──────── MATERIAL FOR THIS EXERCISE ────────

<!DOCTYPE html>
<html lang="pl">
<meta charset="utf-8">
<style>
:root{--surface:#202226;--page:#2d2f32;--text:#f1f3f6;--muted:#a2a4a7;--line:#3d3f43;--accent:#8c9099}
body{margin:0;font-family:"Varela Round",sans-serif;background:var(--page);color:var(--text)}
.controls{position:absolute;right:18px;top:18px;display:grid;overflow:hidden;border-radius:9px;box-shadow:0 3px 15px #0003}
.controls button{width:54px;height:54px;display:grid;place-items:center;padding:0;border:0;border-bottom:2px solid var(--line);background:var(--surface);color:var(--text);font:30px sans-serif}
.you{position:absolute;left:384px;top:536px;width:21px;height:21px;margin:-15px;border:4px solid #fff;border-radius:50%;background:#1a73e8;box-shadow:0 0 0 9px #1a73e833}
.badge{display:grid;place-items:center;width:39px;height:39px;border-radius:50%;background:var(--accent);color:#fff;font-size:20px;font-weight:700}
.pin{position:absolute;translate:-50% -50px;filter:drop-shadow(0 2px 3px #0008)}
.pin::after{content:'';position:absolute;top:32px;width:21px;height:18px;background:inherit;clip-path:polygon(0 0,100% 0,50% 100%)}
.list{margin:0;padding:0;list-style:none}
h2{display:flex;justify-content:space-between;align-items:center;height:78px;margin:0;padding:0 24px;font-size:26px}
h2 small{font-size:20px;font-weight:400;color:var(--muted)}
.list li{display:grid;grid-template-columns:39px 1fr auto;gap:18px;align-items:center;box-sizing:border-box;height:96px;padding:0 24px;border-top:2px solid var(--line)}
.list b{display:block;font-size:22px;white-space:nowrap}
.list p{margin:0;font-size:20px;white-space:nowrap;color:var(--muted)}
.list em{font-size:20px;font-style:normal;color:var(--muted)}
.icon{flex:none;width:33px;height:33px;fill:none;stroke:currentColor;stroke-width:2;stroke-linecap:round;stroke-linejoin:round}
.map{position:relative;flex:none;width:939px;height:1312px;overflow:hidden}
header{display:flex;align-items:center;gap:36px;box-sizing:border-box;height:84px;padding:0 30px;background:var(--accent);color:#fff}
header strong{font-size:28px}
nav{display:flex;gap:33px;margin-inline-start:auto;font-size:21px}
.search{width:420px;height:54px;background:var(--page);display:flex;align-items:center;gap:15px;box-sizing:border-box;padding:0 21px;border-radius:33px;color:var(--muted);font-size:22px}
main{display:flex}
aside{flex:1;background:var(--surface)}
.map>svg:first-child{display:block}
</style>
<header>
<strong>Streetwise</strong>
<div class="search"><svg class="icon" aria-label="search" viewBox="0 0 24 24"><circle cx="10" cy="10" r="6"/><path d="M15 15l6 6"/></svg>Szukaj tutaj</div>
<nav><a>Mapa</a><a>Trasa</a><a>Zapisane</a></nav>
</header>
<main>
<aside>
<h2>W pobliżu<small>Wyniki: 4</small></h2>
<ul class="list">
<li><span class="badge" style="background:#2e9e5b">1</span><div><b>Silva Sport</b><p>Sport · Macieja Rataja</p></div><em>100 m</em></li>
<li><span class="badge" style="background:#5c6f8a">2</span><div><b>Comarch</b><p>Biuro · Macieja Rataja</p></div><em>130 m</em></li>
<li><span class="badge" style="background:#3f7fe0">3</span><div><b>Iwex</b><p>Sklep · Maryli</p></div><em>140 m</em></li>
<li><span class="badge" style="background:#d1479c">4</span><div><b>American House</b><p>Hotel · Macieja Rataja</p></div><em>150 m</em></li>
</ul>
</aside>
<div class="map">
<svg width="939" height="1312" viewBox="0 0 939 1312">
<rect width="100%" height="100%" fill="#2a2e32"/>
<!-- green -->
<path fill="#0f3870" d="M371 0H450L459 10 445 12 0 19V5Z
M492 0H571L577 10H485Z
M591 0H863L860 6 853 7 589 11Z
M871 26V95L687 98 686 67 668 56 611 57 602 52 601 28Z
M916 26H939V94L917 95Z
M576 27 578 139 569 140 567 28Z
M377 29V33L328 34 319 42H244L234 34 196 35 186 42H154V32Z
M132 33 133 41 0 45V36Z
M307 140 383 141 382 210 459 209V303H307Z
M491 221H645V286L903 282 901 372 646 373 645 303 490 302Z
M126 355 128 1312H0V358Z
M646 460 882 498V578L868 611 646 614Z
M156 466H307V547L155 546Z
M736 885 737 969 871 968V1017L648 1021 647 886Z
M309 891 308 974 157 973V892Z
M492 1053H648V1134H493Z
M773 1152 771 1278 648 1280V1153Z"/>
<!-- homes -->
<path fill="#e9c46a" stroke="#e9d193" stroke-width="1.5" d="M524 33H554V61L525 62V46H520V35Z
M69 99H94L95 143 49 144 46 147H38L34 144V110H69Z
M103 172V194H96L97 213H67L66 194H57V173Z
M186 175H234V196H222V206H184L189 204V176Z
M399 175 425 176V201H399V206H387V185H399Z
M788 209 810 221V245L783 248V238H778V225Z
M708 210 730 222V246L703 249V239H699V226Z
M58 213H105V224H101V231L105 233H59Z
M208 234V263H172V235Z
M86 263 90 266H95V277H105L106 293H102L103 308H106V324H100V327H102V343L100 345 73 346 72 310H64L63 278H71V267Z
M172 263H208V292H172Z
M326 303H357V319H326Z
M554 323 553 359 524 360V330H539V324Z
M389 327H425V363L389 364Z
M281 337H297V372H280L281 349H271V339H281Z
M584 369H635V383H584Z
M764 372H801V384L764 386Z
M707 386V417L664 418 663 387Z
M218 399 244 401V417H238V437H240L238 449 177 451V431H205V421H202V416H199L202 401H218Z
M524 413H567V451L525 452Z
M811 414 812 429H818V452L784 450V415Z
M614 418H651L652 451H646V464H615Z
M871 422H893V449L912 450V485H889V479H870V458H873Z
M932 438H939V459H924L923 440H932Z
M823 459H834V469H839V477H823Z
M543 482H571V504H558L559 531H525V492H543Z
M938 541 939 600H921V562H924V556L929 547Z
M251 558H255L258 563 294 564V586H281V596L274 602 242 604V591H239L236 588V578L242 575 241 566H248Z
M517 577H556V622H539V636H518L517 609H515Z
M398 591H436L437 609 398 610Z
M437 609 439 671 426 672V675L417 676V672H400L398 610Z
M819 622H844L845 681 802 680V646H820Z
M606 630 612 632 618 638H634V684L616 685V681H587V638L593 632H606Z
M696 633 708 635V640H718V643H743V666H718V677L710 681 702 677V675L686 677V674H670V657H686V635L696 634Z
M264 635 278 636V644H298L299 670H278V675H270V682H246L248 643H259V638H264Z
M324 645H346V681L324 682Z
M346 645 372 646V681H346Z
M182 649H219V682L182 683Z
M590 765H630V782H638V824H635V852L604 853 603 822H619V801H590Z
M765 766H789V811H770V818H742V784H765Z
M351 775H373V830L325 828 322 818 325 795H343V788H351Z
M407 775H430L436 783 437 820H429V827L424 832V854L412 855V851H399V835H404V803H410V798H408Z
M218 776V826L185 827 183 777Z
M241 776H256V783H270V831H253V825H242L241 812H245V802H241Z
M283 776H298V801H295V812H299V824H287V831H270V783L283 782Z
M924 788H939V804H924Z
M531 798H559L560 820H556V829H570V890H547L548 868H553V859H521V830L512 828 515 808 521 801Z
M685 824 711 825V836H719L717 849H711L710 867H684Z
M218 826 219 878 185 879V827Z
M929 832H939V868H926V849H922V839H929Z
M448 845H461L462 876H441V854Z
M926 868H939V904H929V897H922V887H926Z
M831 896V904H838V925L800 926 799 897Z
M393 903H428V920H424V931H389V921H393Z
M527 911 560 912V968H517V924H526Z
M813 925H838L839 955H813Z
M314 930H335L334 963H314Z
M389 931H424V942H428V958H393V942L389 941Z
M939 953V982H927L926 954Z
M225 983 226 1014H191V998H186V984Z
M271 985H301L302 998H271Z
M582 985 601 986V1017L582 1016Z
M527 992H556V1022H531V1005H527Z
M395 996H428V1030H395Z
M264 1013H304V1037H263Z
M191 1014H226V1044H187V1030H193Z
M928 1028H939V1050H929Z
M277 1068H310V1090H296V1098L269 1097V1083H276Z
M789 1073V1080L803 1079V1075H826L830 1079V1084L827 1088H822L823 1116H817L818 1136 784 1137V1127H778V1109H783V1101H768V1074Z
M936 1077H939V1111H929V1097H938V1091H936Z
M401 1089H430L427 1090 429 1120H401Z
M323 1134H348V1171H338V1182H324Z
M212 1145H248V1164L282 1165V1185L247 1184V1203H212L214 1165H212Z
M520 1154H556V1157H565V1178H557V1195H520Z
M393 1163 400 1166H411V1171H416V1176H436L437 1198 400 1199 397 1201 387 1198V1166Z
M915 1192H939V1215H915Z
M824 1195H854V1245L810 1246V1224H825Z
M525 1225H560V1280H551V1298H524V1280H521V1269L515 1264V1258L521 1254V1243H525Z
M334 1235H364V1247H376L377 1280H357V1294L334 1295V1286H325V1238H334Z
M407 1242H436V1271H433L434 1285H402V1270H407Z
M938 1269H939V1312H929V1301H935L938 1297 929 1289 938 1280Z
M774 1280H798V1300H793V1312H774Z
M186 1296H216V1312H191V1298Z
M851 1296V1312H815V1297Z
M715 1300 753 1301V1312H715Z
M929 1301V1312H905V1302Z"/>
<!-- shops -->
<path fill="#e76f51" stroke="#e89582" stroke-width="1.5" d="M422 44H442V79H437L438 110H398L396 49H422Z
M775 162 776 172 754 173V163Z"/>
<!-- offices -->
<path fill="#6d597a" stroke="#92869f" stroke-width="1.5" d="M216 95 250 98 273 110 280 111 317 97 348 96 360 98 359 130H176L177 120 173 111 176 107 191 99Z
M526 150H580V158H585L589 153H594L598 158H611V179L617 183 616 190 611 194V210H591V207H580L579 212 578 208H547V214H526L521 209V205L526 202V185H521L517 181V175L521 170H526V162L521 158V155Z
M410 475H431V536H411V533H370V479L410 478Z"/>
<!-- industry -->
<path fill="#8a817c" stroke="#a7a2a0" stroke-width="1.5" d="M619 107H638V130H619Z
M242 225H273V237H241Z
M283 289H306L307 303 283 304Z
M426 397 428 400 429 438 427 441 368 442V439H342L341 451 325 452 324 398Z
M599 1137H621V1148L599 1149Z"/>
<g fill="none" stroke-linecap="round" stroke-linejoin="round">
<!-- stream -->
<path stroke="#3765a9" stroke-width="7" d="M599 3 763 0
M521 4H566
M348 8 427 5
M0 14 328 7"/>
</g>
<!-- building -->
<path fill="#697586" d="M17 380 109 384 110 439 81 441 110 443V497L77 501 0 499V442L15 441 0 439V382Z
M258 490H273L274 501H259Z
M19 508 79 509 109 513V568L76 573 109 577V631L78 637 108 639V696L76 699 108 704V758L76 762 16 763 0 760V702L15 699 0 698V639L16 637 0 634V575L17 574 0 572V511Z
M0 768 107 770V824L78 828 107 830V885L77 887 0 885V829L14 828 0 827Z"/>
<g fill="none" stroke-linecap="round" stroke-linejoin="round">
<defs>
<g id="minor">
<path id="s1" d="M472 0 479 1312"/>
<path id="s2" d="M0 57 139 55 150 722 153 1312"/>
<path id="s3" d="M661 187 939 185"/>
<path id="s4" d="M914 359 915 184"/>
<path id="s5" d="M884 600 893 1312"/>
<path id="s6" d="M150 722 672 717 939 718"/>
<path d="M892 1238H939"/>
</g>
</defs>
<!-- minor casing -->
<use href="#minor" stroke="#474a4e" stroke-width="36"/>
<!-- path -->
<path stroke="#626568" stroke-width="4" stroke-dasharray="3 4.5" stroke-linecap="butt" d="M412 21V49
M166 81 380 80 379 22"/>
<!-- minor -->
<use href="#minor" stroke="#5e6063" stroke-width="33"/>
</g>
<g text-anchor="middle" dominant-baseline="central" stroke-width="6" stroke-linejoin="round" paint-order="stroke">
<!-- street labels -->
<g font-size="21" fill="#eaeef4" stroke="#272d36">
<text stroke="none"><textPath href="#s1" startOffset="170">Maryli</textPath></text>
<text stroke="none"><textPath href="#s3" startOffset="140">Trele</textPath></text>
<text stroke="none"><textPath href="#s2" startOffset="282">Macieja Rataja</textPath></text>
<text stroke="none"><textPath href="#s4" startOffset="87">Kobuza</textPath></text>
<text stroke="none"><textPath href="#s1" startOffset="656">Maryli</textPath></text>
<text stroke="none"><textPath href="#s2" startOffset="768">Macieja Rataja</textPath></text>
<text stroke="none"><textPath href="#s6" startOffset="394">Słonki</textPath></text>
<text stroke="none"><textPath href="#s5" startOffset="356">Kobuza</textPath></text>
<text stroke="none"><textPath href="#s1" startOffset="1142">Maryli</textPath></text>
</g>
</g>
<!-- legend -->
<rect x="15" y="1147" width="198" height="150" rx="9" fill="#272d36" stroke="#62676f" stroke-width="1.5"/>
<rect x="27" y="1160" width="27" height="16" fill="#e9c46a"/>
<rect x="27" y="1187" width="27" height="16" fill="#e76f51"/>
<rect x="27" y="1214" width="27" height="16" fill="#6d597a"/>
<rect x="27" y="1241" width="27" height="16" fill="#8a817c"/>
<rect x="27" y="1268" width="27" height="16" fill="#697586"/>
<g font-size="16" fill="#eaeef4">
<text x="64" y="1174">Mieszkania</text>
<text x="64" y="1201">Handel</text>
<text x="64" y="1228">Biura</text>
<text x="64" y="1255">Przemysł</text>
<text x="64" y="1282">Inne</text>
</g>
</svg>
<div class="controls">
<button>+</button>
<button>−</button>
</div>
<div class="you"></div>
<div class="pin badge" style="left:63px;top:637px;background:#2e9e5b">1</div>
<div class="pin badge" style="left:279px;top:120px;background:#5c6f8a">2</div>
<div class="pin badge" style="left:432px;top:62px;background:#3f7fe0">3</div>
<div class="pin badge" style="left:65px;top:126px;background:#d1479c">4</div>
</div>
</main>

────────

▶ _WHAT TO WORK ON_: Beginning at the line with "M851 1296V1312H815V1297Z" and stopping after the line with "M426 397 428", please write out every line of the data above exactly and nothing else.

▶ _EXERCISE SOLUTION_:
M851 1296V1312H815V1297Z
M715 1300 753 1301V1312H715Z
M929 1301V1312H905V1302Z"/>
<!-- shops -->
<path fill="#e76f51" stroke="#e89582" stroke-width="1.5" d="M422 44H442V79H437L438 110H398L396 49H422Z
M775 162 776 172 754 173V163Z"/>
<!-- offices -->
<path fill="#6d597a" stroke="#92869f" stroke-width="1.5" d="M216 95 250 98 273 110 280 111 317 97 348 96 360 98 359 130H176L177 120 173 111 176 107 191 99Z
M526 150H580V158H585L589 153H594L598 158H611V179L617 183 616 190 611 194V210H591V207H580L579 212 578 208H547V214H526L521 209V205L526 202V185H521L517 181V175L521 170H526V162L521 158V155Z
M410 475H431V536H411V533H370V479L410 478Z"/>
<!-- industry -->
<path fill="#8a817c" stroke="#a7a2a0" stroke-width="1.5" d="M619 107H638V130H619Z
M242 225H273V237H241Z
M283 289H306L307 303 283 304Z
M426 397 428 400 429 438 427 441 368 442V439H342L341 451 325 452 324 398Z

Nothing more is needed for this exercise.